BEGIN

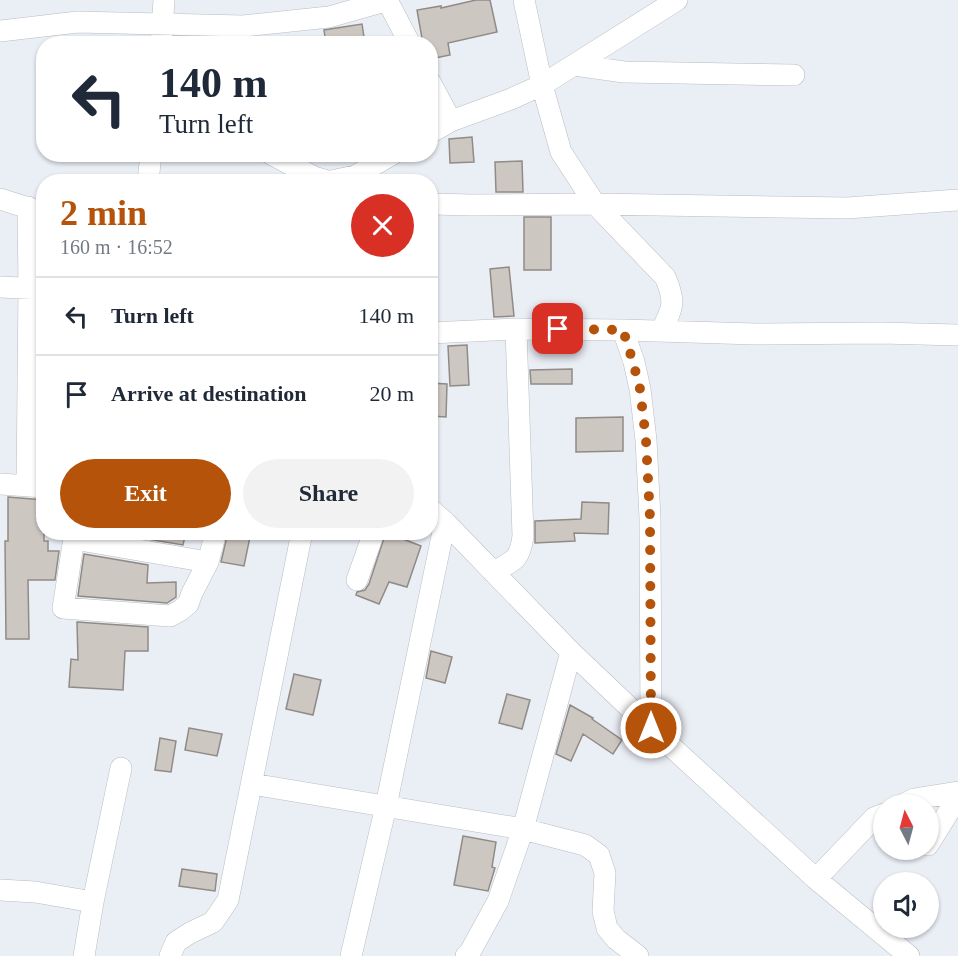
<!DOCTYPE html>
<meta charset="utf-8">
<style>
:root{--surface:#fff;--page:#f2f2f3;--text:#1f2937;--muted:#747a83;--line:#e0e1e3;--accent:#b45309}
body{margin:0;font-family:Georgia,serif;background:var(--page);color:var(--text);height:100vh;display:flex;flex-direction:column;font-size:22px;white-space:nowrap}
*{box-sizing:border-box;margin:0}
p{font-size:20px;color:var(--muted)}
.icon{flex:none;width:33px;height:33px;fill:none;stroke:currentColor;stroke-width:2;stroke-linecap:round;stroke-linejoin:round}
.map{position:relative;flex:1;overflow:hidden}
.side{position:absolute;left:36px;top:174px;width:402px;height:366px;display:flex;flex-direction:column;background:var(--surface);border-radius:24px;box-shadow:0 2px 4px #0004}
.side>*{flex:none}
.top-card{position:absolute;left:36px;top:36px;width:402px;height:126px;border-radius:24px;box-shadow:0 2px 4px #0004;background:#fff;color:var(--text);overflow:hidden}
.needle{width:39px;rotate:354deg}
.buttons{position:absolute;left:873px;top:794px;display:grid;gap:12px}
.buttons a{display:grid;place-items:center;width:66px;height:66px;border-radius:50%;background:var(--surface);box-shadow:0 2px 4px #0004;font-size:30px}
.pin{position:absolute;display:grid;place-items:center;width:51px;height:51px;color:#fff;margin:-26px;border-radius:12px;box-shadow:0 3px 9px #0006}
.me{position:absolute;width:66px;margin:-33px;rotate:0deg;stroke-linejoin:round;filter:drop-shadow(0 0 4px #0008)}
.turn{display:flex;align-items:center;gap:21px;height:126px;padding:0 24px;font-size:27px}
.turn .icon{width:78px;height:78px;stroke-width:2.5}
.turn b{display:block;font-size:42px;line-height:51px}
.round{display:grid;place-items:center;flex:none;width:63px;height:63px;border-radius:32px;background:var(--page)}
.headline{display:flex;align-items:center;justify-content:space-between;height:102px;padding:0 24px}
h1{font-size:36px;font-weight:800;line-height:45px;color:var(--accent)}
.primary-button{display:flex;gap:12px;margin-top:auto;padding:12px 24px}
.primary-button a{flex:1;height:69px;border-radius:36px;background:var(--accent);color:#fff;font-size:24px;font-weight:800;line-height:69px;text-align:center}
.primary-button a+a{background:var(--page);color:var(--text)}
ul{padding:0;list-style:none}
li{display:flex;align-items:center;gap:18px;height:78px;padding:0 24px;border-top:2px solid var(--line)}
li div{flex:1}
li b{display:block;font-size:22px}
li em{font-style:normal}
.map>svg:first-child{display:block}
.building{fill:#cdc7c2;stroke:#918b87;stroke-width:1.5}
.lines{fill:none;stroke-linecap:round;stroke-linejoin:round}
.street-casing{stroke:#b9bdc3;stroke-width:22}
.street{stroke:#fff;stroke-width:21}
.route{stroke:#b45309;stroke-width:10;stroke-dasharray:0 18}
</style>
<div class="map">
<svg width="958" height="956" viewBox="0 0 958 956">
<rect width="100%" height="100%" fill="#eaeef5"/>
<!-- building -->
<path class="building" d="M 476,0 L 490,0 L 497,32 L 448,43 L 450,55 L 430,59 L 430,44 L 423,44 L 417,10 L 441,6 L 441,8 Z
M 362,24 L 365,44 L 326,44 L 324,30 Z
M 472,137 L 474,162 L 450,163 L 449,139 Z
M 522,161 L 523,192 L 496,192 L 495,162 Z
M 524,217 L 551,217 L 551,270 L 524,270 Z
M 509,267 L 514,316 L 494,317 L 490,269 Z
M 467,345 L 469,385 L 450,386 L 448,346 Z
M 572,369 L 572,384 L 531,384 L 530,370 Z
M 430,383 L 447,384 L 446,417 L 430,416 Z
M 623,417 L 623,451 L 576,452 L 576,418 Z
M 8,497 L 44,500 L 44,541 L 48,541 L 48,551 L 59,551 L 55,580 L 28,580 L 29,639 L 6,639 L 5,541 L 8,541 Z
M 582,502 L 609,503 L 608,534 L 574,533 L 575,541 L 535,543 L 535,521 L 581,519 Z
M 118,532 L 186,532 L 183,545 L 118,534 Z
M 228,532 L 251,532 L 244,566 L 221,562 Z
M 386,532 L 405,532 L 403,539 L 421,546 L 407,587 L 389,582 L 379,604 L 356,595 L 357,592 L 365,590 L 369,584 Z
M 84,554 L 148,565 L 147,583 L 176,582 L 176,597 L 167,603 L 78,596 Z
M 77,622 L 148,627 L 148,651 L 125,651 L 123,690 L 69,687 L 71,659 L 78,660 Z
M 431,651 L 452,657 L 445,683 L 426,678 Z
M 294,674 L 321,680 L 313,715 L 286,709 Z
M 507,694 L 530,700 L 522,729 L 499,723 Z
M 570,705 L 593,718 L 592,719 L 622,740 L 613,754 L 583,734 L 571,761 L 556,754 Z
M 189,728 L 222,734 L 217,756 L 185,750 Z
M 160,738 L 176,741 L 171,772 L 155,770 Z
M 463,836 L 496,842 L 492,867 L 495,868 L 488,891 L 454,885 Z
M 182,869 L 217,874 L 215,891 L 179,886 Z"/>
<g class="lines">
<!-- street casing -->
<g class="street-casing">
<path id="street" d="M 387,0 L 410,44
M 524,0 L 542,85 L 561,152 L 595,204 L 665,277 C 676,301 673,309 661,331
M 0,31 L 78,22 L 243,26 L 329,17 L 389,0
M 161,44 L 164,0
M 574,65 L 624,72 L 794,75
M 430,82 L 451,121
M 430,133 L 451,121 L 511,99 L 542,85 L 677,0
M 271,154 L 314,177 L 331,182
M 331,181 L 355,176 L 393,154
M 148,182 L 151,154
M 0,199 L 44,213
M 430,204 L 472,205 L 595,204 L 847,208 L 958,200
M 0,287 L 43,289
M 623,330 L 634,362 L 640,389 L 646,440 L 650,518 L 651,728
M 430,333 L 516,329 L 623,330 L 755,334 L 881,333 L 958,335
M 0,484 L 44,487
M 27,485 L 29,288 L 28,207
M 430,509 L 445,522 L 571,652 L 651,728 L 816,879 L 909,956
M 74,539 L 208,562 L 192,593 L 188,604 L 181,610 L 170,616 L 63,608 L 75,532
M 208,562 L 216,532
M 493,572 C 513,561 520,561 523,536 L 516,329
M 357,580 L 374,532
M 252,784 L 523,829 L 585,845 L 599,855 L 605,873 L 603,911 L 607,928 L 616,939 L 638,956
M 904,804 L 914,799 L 958,792
M 928,845 L 958,797
M 816,879 L 874,818 L 884,814
M 0,890 L 35,892 L 93,902 L 121,768
M 84,956 L 93,902
M 170,956 L 176,942 L 190,933 L 213,922 L 228,900 L 302,532
M 351,956 L 386,806 L 445,522
M 466,956 L 470,952 L 498,901 L 523,829 L 571,652"/>
</g>
<!-- street -->
<use href="#street" class="street"/>
</g>
<g class="lines">
<!-- route -->
<path class="route" d="M 558,329 L 623,330 L 633,362 L 640,389 L 646,440 L 650,518 L 651,728"/>
</g>
</svg>
<div class="buttons">
<a><svg class="needle" viewBox="-14 -14 28 28"><path d="M0-13l5 13h-10z" fill="#e53935"/><path d="M0 13l5-13h-10z" fill="#747a83"/></svg></a>
<a><svg class="icon" aria-label="sound" viewBox="0 0 24 24"><path d="M4 9h4l5-4v14l-5-4H4zM17 9q2 3 0 6"/></svg></a>
</div>
<div class="pin" style="left:558px;top:329px;background:#d93025"><svg class="icon" aria-label="arrive" viewBox="0 0 24 24"><path d="M6 21V4h12l-3 4 3 4H6"/></svg></div>
<svg class="me" style="left:651px;top:728px" viewBox="-20 -20 40 40"><circle r="17" fill="#b45309" stroke="#fff" stroke-width="3"/><path d="M0-11L8 9 0 5-8 9z" fill="#fff"/></svg>
<div class="top-card">
<div class="turn"><svg class="icon" aria-label="left" viewBox="0 0 24 24"><path d="M17 20v-9H6M10 6l-5 5 5 5"/></svg><div><b>140 m</b>Turn left</div></div>
</div>
<section class="side">
<div class="headline"><div><h1>2 min</h1><p>160 m · 16:52</p></div><a class="round" style="background:#d93025;color:#fff"><svg class="icon" aria-label="close" viewBox="0 0 24 24"><path d="M6 6l12 12M18 6L6 18"/></svg></a></div>
<ul>
<li><svg class="icon" aria-label="left" viewBox="0 0 24 24"><path d="M17 20v-9H6M10 6l-5 5 5 5"/></svg><div><b>Turn left</b></div><em>140 m</em></li>
<li><svg class="icon" aria-label="arrive" viewBox="0 0 24 24"><path d="M6 21V4h12l-3 4 3 4H6"/></svg><div><b>Arrive at destination</b></div><em>20 m</em></li>
</ul>
<div class="primary-button"><a>Exit</a><a>Share</a></div>
</section>
</div>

END

The answer is a number only: how many lines of the data above include "casing"?

## [WRITTEN SOLUTION]
3